Геральт плутал по саду, ведомый одному Лебеде известно чем — коснулся задубевшей от морозов земли, лепестков свежих, словно на дворе стоял май, роз, коры засохшего ствола — и двигался так проворно, что стоило моргнуть, и он уже в паре аршинов от меня. Он не делился своими наблюдениями, и я начала подозревать, что предположение о поисках розы в золе не так далеко от истины.
Пламя факела осветило темную фигуру в одном из закоулков сада. Великан методично расчищал дорожки. Садовник?
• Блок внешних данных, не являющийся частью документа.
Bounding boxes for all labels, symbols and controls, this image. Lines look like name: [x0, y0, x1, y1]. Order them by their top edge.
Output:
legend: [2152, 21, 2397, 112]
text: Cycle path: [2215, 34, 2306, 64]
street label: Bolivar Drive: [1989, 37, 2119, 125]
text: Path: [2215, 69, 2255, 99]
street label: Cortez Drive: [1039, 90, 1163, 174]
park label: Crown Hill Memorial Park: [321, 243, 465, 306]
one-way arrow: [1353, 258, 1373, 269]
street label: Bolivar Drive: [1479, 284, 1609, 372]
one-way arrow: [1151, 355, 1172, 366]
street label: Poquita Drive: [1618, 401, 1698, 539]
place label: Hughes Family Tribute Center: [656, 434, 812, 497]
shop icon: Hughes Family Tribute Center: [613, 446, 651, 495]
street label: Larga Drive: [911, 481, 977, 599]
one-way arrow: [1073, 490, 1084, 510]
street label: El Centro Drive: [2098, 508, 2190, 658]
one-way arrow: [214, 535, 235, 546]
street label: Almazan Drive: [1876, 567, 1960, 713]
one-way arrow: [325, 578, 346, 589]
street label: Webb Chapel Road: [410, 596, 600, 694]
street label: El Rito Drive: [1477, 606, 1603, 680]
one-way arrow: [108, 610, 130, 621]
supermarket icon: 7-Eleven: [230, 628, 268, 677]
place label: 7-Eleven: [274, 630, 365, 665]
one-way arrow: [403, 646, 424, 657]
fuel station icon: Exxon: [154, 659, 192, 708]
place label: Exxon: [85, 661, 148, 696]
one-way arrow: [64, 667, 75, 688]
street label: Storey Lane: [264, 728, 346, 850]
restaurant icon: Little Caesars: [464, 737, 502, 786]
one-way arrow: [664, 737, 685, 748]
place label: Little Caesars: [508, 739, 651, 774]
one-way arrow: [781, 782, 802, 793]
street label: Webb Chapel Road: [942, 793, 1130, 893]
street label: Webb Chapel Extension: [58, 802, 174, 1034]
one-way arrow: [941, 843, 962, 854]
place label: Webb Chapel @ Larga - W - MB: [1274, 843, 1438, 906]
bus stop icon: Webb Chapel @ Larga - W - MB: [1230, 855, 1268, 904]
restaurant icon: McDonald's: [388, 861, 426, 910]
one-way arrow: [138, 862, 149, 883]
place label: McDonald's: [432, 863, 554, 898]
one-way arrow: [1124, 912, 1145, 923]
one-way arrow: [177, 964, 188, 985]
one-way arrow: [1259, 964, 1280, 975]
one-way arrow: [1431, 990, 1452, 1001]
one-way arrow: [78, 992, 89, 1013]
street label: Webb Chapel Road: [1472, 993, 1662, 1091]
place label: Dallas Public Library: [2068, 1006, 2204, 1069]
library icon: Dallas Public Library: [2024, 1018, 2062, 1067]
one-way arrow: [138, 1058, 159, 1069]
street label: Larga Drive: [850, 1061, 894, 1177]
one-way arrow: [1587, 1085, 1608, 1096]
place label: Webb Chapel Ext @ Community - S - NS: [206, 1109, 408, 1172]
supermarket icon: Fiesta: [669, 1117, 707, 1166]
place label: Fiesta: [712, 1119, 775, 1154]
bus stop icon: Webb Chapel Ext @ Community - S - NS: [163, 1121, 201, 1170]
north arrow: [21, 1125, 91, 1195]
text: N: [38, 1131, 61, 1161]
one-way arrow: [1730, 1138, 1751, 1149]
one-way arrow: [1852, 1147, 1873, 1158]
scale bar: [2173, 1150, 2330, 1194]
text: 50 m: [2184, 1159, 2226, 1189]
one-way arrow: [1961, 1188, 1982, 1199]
Смелый малый — обычный люд к проклятому месту и на версту не подойдет. У них чутье на неладное, а ничего ладного тут не было.
— Геральт, — откашлялась я, — там кто-то…
Некто хмыкнул, или рявкнул, или издал какой-то другой нечленароздельный звук, в котором было много от животного и мало от человека. Обернулся в мою сторону и поднял капюшон с лица.
Одного взгляда на то, что скрывалось под ним, хватило, чтобы тут же дать деру. Где-то позади послышался лязг меча. Я никогда не думала, что способна так громко и пронзительно закричать.
Я знала, кого увидела, но это ничуть не умалило страха. Чудовище создали те, кого Иштван называл Хирургами из Йензайтса*. В «Некромониконе» они слыли под именем киновитов. Между встречей с ними лицом к лицу и самоубийством лучше выбрать второй вариант — сладострастие боли и веры в демоническом ордене давно слились воедино. Они соткали тварь из останков жертв, не наделив ни глазами, ни носом — только прорезью вместо рта. Жрать нужно всем.
Некоторые чудовища бегут за тобой, пытаются настигнуть, повалить наземь и вонзить клыки. Но не эта тварь; она наперед знает, куда ты побежишь, и будет ждать тебя там, спрятавшись в тенях, пока не станет последним, что ты увидишь в своей жизни. Мое счастье, что Геральт услышал крик.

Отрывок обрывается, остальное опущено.